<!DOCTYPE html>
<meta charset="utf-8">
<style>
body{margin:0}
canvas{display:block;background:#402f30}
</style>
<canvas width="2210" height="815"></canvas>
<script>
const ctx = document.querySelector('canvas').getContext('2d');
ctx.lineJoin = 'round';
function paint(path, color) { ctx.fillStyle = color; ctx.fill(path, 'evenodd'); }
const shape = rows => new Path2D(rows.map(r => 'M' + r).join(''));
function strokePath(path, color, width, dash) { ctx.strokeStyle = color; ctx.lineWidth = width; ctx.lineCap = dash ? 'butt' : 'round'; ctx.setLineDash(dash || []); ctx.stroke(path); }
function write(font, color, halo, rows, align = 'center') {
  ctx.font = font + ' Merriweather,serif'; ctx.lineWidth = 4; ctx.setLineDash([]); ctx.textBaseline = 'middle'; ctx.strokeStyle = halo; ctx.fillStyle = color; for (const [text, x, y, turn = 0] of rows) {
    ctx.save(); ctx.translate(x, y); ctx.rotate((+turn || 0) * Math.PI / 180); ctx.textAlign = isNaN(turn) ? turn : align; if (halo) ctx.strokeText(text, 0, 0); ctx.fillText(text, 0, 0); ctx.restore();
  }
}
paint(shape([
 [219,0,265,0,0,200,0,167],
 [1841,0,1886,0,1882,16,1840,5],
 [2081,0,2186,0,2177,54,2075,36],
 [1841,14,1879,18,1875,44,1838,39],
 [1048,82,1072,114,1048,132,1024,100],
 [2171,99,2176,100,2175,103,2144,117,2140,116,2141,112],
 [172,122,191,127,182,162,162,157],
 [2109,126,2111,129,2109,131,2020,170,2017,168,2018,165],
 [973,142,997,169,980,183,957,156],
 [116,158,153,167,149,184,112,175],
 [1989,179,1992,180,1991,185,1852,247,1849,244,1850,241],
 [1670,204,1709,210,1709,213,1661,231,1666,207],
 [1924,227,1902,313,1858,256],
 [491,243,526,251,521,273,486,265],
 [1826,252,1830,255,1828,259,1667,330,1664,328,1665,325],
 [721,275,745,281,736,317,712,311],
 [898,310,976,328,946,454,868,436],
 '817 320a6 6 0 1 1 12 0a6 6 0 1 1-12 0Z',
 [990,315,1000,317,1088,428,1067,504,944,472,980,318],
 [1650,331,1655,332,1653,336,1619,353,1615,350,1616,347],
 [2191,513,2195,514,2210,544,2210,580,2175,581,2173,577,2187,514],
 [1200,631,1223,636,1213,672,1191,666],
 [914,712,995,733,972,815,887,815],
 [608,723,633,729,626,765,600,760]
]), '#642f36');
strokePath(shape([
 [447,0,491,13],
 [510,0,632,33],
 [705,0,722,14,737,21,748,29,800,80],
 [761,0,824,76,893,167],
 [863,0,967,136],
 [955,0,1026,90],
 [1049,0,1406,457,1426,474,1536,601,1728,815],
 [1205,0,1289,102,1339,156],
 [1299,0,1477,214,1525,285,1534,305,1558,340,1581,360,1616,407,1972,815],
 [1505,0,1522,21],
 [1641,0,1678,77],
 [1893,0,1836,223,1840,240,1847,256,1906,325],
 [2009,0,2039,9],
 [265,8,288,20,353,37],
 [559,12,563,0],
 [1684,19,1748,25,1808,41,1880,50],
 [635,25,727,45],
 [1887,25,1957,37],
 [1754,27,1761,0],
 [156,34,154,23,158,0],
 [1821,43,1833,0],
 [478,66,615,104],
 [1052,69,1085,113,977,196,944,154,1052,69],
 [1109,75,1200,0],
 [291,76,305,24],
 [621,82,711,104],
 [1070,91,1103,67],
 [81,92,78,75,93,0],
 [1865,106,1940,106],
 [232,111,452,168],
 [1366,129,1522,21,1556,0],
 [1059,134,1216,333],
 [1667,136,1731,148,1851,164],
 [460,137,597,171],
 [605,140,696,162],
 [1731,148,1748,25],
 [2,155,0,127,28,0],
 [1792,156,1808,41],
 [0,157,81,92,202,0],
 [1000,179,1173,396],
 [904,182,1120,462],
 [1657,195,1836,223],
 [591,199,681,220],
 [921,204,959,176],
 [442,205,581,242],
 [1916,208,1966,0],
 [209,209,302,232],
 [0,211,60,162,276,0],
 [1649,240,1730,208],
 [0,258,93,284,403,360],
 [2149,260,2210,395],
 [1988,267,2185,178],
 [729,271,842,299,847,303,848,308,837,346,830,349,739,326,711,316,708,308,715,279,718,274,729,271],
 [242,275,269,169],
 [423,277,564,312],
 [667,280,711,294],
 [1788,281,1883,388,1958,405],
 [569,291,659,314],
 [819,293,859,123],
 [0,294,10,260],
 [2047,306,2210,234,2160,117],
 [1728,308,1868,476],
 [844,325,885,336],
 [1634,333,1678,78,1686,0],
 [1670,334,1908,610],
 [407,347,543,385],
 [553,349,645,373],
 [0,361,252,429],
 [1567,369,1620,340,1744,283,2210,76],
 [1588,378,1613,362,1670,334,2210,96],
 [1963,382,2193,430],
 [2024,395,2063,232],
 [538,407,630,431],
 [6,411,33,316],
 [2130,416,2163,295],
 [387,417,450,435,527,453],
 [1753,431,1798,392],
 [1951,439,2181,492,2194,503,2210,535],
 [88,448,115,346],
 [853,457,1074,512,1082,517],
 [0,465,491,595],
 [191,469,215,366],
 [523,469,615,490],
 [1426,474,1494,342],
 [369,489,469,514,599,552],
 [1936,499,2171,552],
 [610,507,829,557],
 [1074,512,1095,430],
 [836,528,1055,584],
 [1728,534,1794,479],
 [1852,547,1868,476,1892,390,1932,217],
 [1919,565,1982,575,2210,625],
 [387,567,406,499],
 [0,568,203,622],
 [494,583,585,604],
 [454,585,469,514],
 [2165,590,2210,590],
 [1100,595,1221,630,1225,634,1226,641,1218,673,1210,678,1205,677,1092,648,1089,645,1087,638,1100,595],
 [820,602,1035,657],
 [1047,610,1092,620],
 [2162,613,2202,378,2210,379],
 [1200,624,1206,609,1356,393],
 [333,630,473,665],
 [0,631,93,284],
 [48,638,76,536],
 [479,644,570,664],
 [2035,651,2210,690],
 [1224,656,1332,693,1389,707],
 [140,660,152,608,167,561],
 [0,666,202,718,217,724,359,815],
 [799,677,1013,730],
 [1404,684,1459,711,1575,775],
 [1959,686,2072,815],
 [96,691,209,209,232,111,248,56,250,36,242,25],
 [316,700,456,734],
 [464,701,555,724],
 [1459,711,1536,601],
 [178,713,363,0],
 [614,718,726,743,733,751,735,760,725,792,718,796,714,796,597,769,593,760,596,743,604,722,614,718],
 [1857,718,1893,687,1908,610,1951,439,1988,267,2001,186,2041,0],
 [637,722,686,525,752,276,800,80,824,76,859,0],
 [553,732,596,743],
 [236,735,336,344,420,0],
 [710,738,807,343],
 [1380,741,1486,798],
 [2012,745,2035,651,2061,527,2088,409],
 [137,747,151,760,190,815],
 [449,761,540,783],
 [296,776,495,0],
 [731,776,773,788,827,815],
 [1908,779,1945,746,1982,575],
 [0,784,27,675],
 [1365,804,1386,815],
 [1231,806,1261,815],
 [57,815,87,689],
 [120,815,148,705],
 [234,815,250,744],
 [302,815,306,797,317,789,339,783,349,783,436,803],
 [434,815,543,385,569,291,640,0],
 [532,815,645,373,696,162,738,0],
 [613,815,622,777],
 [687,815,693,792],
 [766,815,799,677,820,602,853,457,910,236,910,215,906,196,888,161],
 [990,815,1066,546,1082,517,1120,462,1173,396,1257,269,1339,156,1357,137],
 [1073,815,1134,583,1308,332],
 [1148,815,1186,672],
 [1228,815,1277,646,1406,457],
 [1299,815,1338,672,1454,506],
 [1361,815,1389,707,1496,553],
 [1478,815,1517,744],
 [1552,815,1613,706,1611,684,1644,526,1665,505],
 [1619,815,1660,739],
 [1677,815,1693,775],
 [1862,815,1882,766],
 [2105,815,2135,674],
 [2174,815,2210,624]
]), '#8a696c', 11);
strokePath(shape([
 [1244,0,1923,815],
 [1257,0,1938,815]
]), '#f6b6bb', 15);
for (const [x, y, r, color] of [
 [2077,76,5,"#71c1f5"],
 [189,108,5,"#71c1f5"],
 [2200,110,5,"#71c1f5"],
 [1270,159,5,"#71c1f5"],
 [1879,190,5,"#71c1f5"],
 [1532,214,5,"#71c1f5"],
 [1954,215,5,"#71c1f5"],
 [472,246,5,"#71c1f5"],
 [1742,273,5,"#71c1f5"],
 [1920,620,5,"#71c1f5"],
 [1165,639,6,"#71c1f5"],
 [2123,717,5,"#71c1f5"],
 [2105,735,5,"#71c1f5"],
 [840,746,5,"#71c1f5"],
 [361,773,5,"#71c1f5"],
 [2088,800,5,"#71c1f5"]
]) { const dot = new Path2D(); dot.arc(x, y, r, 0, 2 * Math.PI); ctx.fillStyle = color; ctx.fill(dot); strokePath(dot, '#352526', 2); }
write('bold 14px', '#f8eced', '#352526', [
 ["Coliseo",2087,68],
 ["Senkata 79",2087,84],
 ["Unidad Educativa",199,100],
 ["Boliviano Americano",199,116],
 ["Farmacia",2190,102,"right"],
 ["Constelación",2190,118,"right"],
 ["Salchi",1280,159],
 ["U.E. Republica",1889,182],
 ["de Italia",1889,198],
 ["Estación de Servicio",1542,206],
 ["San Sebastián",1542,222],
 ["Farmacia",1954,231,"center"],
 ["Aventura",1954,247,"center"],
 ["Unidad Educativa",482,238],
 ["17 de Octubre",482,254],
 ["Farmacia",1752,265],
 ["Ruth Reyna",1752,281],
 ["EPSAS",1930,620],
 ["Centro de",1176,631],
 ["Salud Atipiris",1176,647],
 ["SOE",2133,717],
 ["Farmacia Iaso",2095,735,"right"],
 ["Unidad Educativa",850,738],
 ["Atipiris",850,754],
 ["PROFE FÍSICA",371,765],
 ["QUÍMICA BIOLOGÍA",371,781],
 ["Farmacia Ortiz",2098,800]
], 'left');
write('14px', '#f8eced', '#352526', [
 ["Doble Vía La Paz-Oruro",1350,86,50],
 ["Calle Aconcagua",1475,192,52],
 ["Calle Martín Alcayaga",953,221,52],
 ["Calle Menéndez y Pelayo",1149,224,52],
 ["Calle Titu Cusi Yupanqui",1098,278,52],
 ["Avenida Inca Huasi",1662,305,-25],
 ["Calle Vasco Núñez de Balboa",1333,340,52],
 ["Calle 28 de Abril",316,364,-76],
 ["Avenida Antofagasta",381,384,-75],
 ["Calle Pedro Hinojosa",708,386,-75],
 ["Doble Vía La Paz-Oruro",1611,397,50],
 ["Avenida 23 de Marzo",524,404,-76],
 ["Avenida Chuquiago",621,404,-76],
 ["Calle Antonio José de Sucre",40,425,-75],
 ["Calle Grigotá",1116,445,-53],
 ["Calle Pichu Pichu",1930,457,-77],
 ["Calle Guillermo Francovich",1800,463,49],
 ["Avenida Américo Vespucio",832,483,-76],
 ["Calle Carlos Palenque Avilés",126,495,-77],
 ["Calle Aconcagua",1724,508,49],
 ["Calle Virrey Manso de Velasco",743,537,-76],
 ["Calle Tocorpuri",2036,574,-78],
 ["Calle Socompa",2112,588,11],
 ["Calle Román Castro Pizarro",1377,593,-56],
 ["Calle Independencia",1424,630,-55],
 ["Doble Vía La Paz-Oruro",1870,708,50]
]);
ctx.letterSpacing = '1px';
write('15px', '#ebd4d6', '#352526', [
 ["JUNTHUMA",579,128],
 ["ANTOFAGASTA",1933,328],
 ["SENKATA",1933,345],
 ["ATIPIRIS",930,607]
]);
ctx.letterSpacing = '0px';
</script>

--- --- ---

WHAT THE EXERCISE ASKS: Every line in the material above that has the word "letterSpacing" should be copied.

WRITTEN ANSWER:
ctx.letterSpacing = '1px';
ctx.letterSpacing = '0px';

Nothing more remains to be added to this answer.